[Opening Extracted data section]

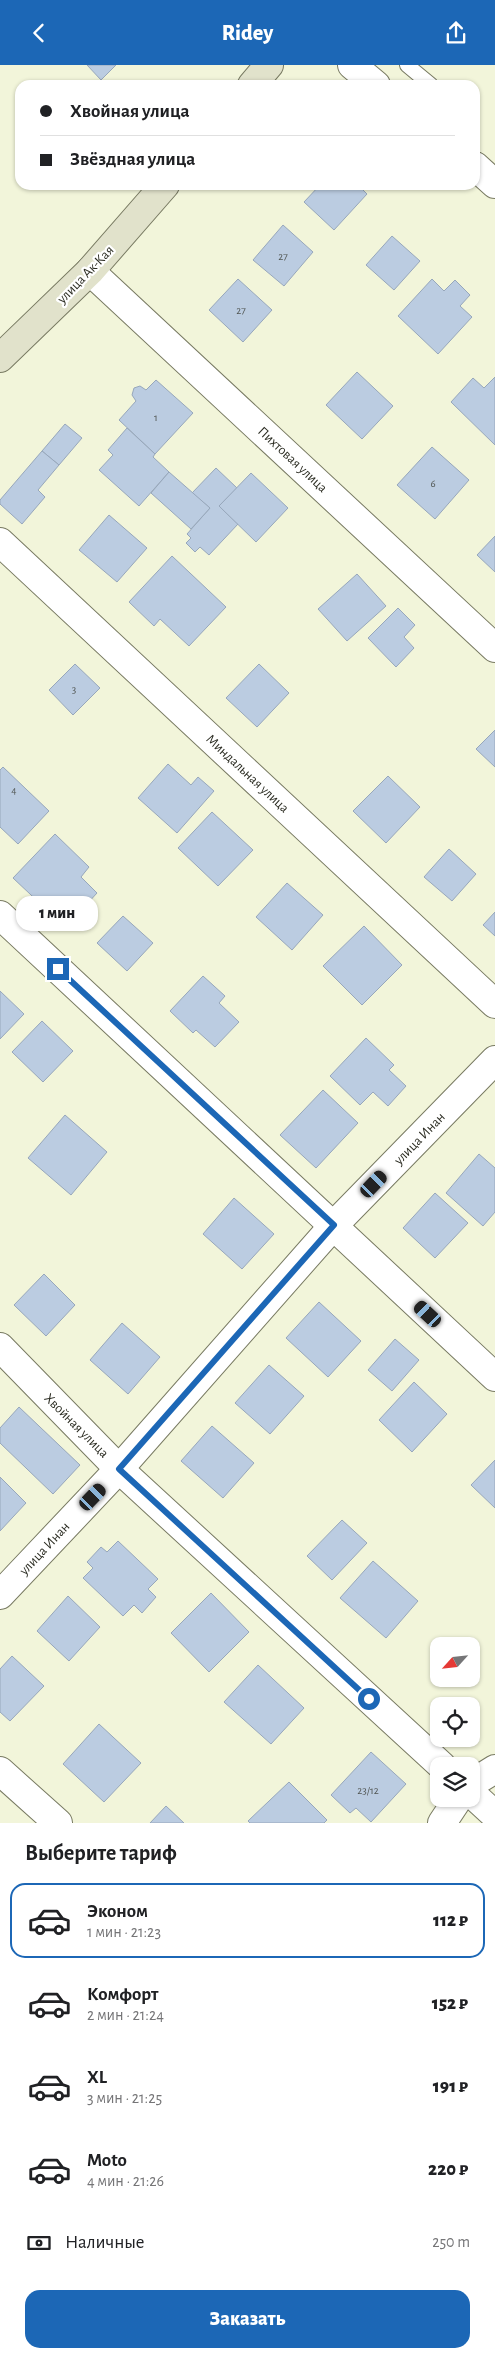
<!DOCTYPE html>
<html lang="ru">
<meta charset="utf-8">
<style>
:root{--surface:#fff;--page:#f2f2f2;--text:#202124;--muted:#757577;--line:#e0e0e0;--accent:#1c67b6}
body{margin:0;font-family:"Alegreya Sans",sans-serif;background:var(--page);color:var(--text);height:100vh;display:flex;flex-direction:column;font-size:19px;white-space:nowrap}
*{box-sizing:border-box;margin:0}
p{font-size:16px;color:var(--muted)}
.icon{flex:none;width:28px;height:28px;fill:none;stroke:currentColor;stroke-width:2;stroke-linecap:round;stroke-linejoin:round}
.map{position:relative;height:1758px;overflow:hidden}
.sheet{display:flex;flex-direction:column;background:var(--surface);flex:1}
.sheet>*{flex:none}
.guide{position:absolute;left:15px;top:15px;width:465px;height:110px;border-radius:15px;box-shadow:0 1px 4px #0004;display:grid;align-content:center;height:110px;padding:0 25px;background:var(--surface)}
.needle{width:32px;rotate:243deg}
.tools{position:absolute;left:430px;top:1572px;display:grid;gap:10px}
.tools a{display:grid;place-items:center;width:50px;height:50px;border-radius:10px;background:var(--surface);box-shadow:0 1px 4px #0004;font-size:25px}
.end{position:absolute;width:22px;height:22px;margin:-11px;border:6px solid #1c67b6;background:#fff;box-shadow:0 0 0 2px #fff}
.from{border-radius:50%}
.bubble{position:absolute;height:35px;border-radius:15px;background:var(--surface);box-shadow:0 1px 4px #0004;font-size:16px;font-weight:800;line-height:35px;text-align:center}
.car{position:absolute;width:15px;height:30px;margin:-15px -8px;border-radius:6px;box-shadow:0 0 4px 1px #0007;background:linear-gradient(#222 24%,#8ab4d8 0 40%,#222 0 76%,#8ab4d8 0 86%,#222 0)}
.guide b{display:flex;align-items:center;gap:18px;height:48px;font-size:19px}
.guide b+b{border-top:1px solid var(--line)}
.guide i{width:12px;height:12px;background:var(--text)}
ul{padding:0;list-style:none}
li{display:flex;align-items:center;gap:15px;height:75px;margin:0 10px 8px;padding:0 15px;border:2px solid transparent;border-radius:15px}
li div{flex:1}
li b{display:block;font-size:19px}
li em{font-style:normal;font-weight:800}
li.selected{border-color:var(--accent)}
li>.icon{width:45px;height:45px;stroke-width:1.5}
h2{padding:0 25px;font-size:22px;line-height:60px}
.pay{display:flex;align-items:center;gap:12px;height:55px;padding:0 25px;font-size:19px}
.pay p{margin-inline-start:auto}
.action{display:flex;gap:10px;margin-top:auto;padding:10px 25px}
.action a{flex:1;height:58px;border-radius:15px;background:var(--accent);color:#fff;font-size:20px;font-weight:800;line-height:58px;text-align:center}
header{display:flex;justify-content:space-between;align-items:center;height:65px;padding:0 25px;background:var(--accent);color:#fff;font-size:22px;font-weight:800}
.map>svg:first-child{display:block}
.building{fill:#bbcce1;stroke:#97a7bb}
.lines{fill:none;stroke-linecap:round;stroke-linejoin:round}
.service-casing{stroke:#787a62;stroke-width:16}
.minor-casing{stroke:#787a62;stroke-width:30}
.tertiary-casing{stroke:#787a62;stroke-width:30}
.secondary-casing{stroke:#787a62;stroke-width:30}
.service{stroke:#fff;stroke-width:14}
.minor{stroke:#fff;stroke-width:28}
.tertiary{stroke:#fff;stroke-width:28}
.secondary{stroke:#e1e2cb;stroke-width:28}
.route{stroke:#1c67b6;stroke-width:6}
.labels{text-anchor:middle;stroke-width:4.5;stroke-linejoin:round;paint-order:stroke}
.number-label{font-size:11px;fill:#505552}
.street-label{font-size:14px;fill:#2c2d23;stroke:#fff}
</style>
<header><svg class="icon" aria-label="back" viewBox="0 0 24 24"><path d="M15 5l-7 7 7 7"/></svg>Ridey<svg class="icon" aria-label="share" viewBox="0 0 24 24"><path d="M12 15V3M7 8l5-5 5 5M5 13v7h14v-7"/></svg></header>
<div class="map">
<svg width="495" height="1758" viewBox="0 0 495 1758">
<rect width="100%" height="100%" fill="#f2f5da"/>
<g class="building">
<path d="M87 0H116L101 15Z"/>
<path d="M320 120H358L367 129 334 165 304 137Z"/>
<path d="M283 160 313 187 284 221 253 195Z"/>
<path d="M392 171 420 196 394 225 366 200Z"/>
<path d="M238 214 272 245 243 277 209 245Z"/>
<path d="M432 214 444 226 455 215 470 230 460 241 472 252 438 289 398 251Z"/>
<path d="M357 307 393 341 362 374 326 340Z"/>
<path d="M495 312V380L451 337 473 313 484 323Z"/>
<path d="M156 315 193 348 155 389 119 355 136 336 132 330 134 323 140 321 146 325Z"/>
<path d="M65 359 82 373 59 400 42 386Z"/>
<path d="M127 363 155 389 153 392 169 407 139 441 99 405 113 390 108 385Z"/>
<path d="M432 382 469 415 435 454 397 420Z"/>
<path d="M42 386 59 400 38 425 45 432 22 459 0 439V435Z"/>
<path d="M216 403 237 423 219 441 238 459 209 490 200 482 195 487 186 478 191 473 187 469 210 443 192 428Z"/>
<path d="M169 407 210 443 191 464 151 428Z"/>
<path d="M251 408 288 443 256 477 219 441Z"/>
<path d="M109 450 147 483 117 517 79 485Z"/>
<path d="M495 471V507L477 490Z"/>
<path d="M172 491 226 542 189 581 160 554 154 561 129 537Z"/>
<path d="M357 509 386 541 347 576 318 544Z"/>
<path d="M398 543 415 560 404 572 414 583 396 602 368 573Z"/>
<path d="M75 599 100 623 73 650 49 625Z"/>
<path d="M259 599 289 628 257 662 226 633Z"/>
<path d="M495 665V702L476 684Z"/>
<path d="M168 699 191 720 198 712 214 726 177 768 138 733Z"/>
<path d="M3 702 49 746 18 779 0 762V705Z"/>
<path d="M388 711 420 742 386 778 353 746Z"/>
<path d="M212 747 253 785 218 821 178 783Z"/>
<path d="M55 769 89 802 81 812 97 828 76 851 59 835 48 846 13 813Z"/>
<path d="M449 784 476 809 452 836 424 812Z"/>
<path d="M287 818 323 850 292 885 256 852Z"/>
<path d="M495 847V871L483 860Z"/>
<path d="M123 851 153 878 127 906 97 878Z"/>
<path d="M364 861 402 900 362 940 323 901Z"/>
<path d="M203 911 225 931 219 938 239 957 215 982 196 965 193 968 170 946Z"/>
<path d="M0 926 24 949 0 974Z"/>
<path d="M42 956 73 986 43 1017 12 987Z"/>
<path d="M366 973 394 1000 389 1005 406 1021 388 1041 373 1027 360 1040 330 1011Z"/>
<path d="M323 1025 358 1058 316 1103 280 1070Z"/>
<path d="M65 1050 107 1087 71 1130 28 1093Z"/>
<path d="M479 1089 495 1103V1147L483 1161 446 1128Z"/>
<path d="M435 1128 468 1158 435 1193 403 1163Z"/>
<path d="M234 1133 274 1169 242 1204 203 1169Z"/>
<path d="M44 1209 75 1240 46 1271 14 1240Z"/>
<path d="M319 1237 361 1276 328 1312 286 1273Z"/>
<path d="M122 1258 160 1292 128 1329 90 1295Z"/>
<path d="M395 1274 419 1295 392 1326 368 1305Z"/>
<path d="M269 1300 304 1331 270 1369 235 1338Z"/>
<path d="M414 1317 447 1349 412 1387 379 1355Z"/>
<path d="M19 1342 80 1400 53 1429 0 1378V1363Z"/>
<path d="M212 1361 254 1398 223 1433 181 1396Z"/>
<path d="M495 1395V1443L471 1420Z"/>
<path d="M0 1412 26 1438 0 1466Z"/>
<path d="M342 1455 367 1478 332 1515 307 1491Z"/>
<path d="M118 1476 158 1514 148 1524 156 1532 142 1548 134 1540 123 1551 83 1513 93 1503 87 1497 101 1482 107 1487Z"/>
<path d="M373 1496 418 1536 386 1573 340 1533Z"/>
<path d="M211 1528 249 1567 209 1607 171 1568Z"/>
<path d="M68 1531 100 1562 69 1596 37 1566Z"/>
<path d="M12 1591 44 1621 10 1656 0 1647V1604Z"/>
<path d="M258 1600 304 1643 271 1679 224 1637Z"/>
<path d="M99 1659 141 1698 104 1737 63 1699Z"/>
<path d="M371 1687 406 1719 371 1757 356 1743 350 1748 331 1730Z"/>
<path d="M289 1717 327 1755 324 1758H250L248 1756Z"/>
<path d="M166 1741 184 1758H150Z"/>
</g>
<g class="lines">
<g class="service-casing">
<path id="service" d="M407 0 431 20"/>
</g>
<g class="minor-casing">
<g id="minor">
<path d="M90 206 495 583"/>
<path d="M0 477 495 939"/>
<path d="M0 850 495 1312"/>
<path d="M0 1282 119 1404 442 1701"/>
<path d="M0 1530 119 1404 334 1160 495 995"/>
<path d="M0 1706 58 1758"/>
<path d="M471 1719 495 1704"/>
<path d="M471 1728 495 1750"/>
<path d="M442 1758 458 1734"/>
</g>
</g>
<g class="tertiary-casing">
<g id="tertiary">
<path d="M352 0 376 20"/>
<path d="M475 101 495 119"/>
</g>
</g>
<g class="secondary-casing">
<g id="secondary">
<path d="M252 20 269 0"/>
<path d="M0 293 90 206 165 120"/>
</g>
</g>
<use href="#service" class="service"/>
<use href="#minor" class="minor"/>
<use href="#tertiary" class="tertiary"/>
<use href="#secondary" class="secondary"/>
</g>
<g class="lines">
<path class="route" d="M58 904 334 1160 119 1404 369 1634"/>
</g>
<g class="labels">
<g class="number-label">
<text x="283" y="195">27</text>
<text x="241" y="249">27</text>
<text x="156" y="356">1</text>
<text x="433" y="422">6</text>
<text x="74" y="628">3</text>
<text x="14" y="729">4</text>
<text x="368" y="1729">23/12</text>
</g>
<g class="street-label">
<text transform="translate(85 209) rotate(-46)" y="5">улица Ак-Кая</text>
<text transform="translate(293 394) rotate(43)" y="5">Пихтовая улица</text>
<text transform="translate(248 708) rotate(43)" y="5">Миндальная улица</text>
<text transform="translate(419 1073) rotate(-46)" y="5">улица Инан</text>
<text transform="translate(77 1360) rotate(45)" y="5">Хвойная улица</text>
<text transform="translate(44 1483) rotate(-47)" y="5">улица Инан</text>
</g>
</g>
</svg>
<div class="tools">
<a><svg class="needle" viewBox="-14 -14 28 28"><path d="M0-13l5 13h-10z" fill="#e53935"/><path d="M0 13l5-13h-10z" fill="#757577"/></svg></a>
<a><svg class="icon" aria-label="locate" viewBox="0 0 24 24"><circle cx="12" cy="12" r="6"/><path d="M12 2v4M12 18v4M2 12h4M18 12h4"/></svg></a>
<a><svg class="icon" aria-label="layers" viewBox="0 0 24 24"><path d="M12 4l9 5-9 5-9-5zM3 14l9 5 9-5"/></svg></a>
</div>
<i class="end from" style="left:369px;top:1634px"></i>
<i class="end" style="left:58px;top:904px"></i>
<div class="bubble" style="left:16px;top:831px;width:82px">1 мин</div>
<i class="car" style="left:374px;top:1119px;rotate:44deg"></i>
<i class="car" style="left:428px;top:1249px;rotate:313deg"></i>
<i class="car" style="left:93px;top:1432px;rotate:44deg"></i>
<div class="guide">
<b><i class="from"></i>Хвойная улица</b>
<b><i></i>Звёздная улица</b>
</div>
</div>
<section class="sheet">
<h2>Выберите тариф</h2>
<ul>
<li class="selected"><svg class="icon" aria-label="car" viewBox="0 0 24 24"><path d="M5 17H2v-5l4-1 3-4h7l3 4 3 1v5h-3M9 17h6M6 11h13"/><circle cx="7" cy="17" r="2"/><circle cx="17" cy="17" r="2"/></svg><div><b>Эконом</b><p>1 мин · 21:23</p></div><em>112 ₽</em></li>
<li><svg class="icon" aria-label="car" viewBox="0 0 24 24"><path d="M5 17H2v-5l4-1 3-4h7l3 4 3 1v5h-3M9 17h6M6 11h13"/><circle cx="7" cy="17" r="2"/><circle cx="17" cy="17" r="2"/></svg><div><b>Комфорт</b><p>2 мин · 21:24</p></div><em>152 ₽</em></li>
<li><svg class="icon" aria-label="car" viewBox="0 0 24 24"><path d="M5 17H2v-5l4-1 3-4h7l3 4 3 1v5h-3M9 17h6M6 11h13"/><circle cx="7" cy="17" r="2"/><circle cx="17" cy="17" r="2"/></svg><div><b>XL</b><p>3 мин · 21:25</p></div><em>191 ₽</em></li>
<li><svg class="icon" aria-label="car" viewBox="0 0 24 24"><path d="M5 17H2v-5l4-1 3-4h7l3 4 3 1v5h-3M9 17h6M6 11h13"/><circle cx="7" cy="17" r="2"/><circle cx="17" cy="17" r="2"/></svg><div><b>Moto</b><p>4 мин · 21:26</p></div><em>220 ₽</em></li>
</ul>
<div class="pay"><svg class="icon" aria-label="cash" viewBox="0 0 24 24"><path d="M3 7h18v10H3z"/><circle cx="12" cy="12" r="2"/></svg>Наличные<p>250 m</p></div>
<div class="action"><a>Заказать</a></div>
</section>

[Closing Extracted data section]

Activity: Go through the listing, find each line with the word "auto", and copy it.

Output of the task:
.pay p{margin-inline-start:auto}
.action{display:flex;gap:10px;margin-top:auto;padding:10px 25px}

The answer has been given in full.